Right from the Baum family who were these millionaires who lost everything, through to the farmers, and then this tiny scene on the Mississippi river. It has that famous line, "The Depression finally hit the white people. Because us folks never had nothing else".
Those moments are like little photographs. It's like polaroids: they come out and you see the picture coming together as it happens. And Rachel [Chavkin's] beautiful vision links all of those, that journey through. It keeps it tight, fluid, but also theatrical. Because there are some wonderful theatrical moments, but with only two people standing on stage.
How do you think the show will resonate with audiences today?
I tend not to be political in my life. I'm more political with stuff I do on stage, I'm finding. But I think the uncertainty of our world at the moment really speaks through the play. It spans about five years and you feel the uncertainty throughout.

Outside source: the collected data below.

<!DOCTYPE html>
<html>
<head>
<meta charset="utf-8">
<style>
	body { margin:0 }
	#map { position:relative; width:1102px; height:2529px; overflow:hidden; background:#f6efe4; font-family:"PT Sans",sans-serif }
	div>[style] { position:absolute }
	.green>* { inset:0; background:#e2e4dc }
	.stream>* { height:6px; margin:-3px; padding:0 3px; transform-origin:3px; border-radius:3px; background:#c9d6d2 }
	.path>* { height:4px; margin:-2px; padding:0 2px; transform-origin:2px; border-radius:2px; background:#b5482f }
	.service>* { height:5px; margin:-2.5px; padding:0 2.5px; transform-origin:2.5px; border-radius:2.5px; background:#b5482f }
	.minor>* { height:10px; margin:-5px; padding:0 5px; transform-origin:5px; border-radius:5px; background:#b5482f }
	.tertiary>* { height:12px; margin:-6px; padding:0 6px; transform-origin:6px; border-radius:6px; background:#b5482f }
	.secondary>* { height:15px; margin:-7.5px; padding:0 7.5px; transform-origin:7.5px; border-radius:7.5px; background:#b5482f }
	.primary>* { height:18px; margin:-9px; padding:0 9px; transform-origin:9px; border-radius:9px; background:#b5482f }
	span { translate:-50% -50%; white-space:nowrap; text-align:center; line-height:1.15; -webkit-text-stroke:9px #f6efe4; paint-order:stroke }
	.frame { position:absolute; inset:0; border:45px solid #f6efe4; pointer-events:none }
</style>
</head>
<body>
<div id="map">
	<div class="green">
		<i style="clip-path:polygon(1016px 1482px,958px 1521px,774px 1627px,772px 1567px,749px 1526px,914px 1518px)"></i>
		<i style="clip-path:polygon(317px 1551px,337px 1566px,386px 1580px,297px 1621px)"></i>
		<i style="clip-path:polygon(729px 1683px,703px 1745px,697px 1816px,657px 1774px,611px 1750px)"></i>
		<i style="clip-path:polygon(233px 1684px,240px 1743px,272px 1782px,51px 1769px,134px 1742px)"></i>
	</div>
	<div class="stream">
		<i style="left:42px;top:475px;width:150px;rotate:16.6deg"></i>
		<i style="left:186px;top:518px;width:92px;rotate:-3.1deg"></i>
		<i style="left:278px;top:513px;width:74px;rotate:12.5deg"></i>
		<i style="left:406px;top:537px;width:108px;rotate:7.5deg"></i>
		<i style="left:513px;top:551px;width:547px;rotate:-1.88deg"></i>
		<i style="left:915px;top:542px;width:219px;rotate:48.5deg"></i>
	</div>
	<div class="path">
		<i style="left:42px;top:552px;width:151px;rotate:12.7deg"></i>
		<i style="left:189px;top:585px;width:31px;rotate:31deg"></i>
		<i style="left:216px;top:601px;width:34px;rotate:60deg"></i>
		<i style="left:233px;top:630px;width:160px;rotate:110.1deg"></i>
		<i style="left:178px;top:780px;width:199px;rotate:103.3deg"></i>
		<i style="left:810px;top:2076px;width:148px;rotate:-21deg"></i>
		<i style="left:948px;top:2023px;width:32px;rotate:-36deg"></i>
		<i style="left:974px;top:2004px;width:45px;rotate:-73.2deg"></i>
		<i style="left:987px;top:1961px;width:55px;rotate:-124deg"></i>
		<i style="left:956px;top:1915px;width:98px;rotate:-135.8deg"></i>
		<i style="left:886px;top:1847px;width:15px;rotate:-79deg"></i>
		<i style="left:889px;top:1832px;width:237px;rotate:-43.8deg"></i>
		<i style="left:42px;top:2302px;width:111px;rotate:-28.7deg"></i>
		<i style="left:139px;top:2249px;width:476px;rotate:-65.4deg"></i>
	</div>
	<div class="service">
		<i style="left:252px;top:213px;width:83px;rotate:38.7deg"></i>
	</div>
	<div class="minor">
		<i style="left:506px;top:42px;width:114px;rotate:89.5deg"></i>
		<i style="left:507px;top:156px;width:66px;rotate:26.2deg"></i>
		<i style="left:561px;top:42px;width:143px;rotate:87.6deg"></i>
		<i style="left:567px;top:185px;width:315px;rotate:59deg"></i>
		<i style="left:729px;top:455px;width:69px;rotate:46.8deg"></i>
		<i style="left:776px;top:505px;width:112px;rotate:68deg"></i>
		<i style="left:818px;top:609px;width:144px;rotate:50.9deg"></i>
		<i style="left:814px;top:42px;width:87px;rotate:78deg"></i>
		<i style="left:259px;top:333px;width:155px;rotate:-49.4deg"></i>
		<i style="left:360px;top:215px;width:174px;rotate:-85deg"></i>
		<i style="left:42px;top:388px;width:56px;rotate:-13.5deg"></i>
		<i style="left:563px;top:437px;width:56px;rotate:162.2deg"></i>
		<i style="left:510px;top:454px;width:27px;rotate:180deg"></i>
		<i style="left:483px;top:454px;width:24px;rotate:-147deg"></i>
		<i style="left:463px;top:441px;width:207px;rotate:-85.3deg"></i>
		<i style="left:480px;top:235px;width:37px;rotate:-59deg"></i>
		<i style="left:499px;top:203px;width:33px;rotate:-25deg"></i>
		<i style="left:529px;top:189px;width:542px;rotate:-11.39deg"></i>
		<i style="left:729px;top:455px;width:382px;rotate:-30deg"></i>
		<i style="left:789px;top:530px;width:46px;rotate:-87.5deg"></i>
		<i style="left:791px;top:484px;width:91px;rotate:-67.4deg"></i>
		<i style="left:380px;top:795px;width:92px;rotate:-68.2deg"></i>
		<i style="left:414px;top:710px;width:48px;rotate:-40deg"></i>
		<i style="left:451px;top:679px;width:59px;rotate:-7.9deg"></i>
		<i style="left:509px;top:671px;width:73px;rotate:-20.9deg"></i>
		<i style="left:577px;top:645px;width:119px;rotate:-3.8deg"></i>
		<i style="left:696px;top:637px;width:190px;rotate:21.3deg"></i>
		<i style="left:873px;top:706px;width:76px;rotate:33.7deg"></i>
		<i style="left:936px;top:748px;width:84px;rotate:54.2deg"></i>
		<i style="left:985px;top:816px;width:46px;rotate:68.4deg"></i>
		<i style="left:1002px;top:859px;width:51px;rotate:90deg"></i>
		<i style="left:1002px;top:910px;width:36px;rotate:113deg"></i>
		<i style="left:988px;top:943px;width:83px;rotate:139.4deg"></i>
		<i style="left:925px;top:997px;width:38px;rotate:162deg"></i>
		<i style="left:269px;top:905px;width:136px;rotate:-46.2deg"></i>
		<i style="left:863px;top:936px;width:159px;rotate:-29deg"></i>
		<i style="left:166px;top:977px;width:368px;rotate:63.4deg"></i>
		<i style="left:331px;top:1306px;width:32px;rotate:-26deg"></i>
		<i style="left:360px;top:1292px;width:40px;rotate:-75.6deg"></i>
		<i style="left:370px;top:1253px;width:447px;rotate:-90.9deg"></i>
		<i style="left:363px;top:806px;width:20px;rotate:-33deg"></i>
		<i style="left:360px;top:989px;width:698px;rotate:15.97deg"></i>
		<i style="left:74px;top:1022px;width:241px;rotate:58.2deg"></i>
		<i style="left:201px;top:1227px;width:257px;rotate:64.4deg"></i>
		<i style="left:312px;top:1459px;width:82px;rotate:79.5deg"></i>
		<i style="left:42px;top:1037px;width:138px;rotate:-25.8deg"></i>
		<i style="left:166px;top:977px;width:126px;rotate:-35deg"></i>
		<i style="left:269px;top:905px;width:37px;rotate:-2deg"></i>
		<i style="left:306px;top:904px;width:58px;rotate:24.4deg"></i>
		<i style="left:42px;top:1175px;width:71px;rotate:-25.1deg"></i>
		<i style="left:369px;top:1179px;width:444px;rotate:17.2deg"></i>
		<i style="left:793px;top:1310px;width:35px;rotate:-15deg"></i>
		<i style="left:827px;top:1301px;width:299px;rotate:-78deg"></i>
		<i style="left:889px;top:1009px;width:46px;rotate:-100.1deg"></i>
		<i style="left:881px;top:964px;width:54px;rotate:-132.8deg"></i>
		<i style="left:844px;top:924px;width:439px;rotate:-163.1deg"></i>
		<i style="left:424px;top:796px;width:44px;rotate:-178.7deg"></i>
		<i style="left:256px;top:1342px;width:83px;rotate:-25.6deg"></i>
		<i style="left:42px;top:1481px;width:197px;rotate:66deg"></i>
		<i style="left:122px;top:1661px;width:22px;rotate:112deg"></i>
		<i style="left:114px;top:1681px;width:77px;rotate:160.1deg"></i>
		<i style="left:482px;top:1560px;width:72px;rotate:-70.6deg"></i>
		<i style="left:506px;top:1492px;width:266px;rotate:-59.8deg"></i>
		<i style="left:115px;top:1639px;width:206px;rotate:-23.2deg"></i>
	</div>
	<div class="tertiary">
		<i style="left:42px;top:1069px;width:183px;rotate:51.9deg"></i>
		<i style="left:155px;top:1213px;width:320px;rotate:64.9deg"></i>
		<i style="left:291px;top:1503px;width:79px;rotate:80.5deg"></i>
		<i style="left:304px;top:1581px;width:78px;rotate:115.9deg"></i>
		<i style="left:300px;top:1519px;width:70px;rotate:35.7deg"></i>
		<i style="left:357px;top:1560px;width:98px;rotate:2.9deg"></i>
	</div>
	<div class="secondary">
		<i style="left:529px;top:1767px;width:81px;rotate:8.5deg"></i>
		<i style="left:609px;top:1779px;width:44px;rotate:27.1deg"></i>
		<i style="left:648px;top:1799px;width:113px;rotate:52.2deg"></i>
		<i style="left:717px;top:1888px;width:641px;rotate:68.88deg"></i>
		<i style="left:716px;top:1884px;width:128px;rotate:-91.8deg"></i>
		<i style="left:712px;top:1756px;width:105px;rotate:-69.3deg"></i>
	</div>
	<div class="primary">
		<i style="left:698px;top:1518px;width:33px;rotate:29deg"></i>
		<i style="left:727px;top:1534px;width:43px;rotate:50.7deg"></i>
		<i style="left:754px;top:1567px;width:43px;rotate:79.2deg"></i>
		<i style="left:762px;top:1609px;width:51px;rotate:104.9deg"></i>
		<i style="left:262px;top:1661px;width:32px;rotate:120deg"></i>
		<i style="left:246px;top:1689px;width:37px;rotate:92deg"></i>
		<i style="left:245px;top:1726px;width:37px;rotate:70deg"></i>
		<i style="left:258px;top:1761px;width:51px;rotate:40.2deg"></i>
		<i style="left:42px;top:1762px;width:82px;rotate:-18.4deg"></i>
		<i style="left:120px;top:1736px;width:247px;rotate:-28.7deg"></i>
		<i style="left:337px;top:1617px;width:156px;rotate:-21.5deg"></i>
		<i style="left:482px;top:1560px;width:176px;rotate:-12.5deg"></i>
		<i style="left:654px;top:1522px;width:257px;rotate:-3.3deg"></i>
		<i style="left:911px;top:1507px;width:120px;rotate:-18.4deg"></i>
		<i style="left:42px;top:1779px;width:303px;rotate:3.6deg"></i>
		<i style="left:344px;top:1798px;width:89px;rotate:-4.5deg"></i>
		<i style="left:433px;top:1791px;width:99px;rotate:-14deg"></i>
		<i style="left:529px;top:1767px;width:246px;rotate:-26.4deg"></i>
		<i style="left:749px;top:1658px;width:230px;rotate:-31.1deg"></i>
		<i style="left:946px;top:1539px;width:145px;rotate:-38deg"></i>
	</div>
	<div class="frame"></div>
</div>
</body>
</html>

Some of the stuff that Robertson who Clarke [Peters] is playing says, every generation, there's a clock ticking on every generation. There's a desperateness, the improvising that the world had to do at that time.
You were constantly improvising because there was this uncertainty. You were constantly living in this present of losing everything, but hope, hope, hope something would happen in the future, soon.
The to-ing and fro-ing of that emotional state I think is so relevant today, with America and what's going on here in the next few months.
That uncertainty must be spread across your characters. Can you tell us about who you play?
I play Mrs Baum and Rachel has split that one main family into three families: a white family, an Asian family and a black family. So you see this world through the eyes of a family that shifts through race. I obviously play the mother of the black family and my section is at the end. So you see Rose and her family at their most uncertain, at their most vulnerable.
Then there's my little Mrs Taylor, the wife of a farmer whose farm is taken away from him. She has this tiny monologue about the land, the earth: it was always there and it always gave, but now it's not.
It's so weird that at that time the crash fell, nature started to crash. Because these people couldn't grow their crops. And even if they could, nobody was buying.
And you also play a role with singing too.
Yes! Irene, and she gets "Ain't Nobody's Business" and "Nobody Knows You When You're Down And Out". We meet her at the welfare office and she's kind of an activist. She's a member of the Workers Alliance and she has this wonderful sermon, a monologue where she talks about being at her lowest.
Her husband has passed away, she has no money, and the city marshals come and try to take her stuff away. She explains that she went mad and went down into the streets, shouting and people gathered around here, and the marshal went back into town empty handed.
That galvanised her to do the same for her community: go up and down and preach. Galvanising them to fight for themselves too and get some stability in the community. She says, "It's time to say brother. It's time to ask for help and stop being so proud."
You know, let's march and be with our brothers and sisters. And for me, as Golda, I love all of that.
Finally, what's it like to return to the Old Vic?
This is my fourth show here and I love it. Not only the building, the Front of House, all the staff. But that stage is something really special.
I think here and the Globe are two of my absolute favourite places to play. The reason being they're so epic, not only in their history and physical epicness, but there is also something emotionally intimate about those stages. It can push and pull. You can flex your muscles, but then the stage will cuddle you and support you.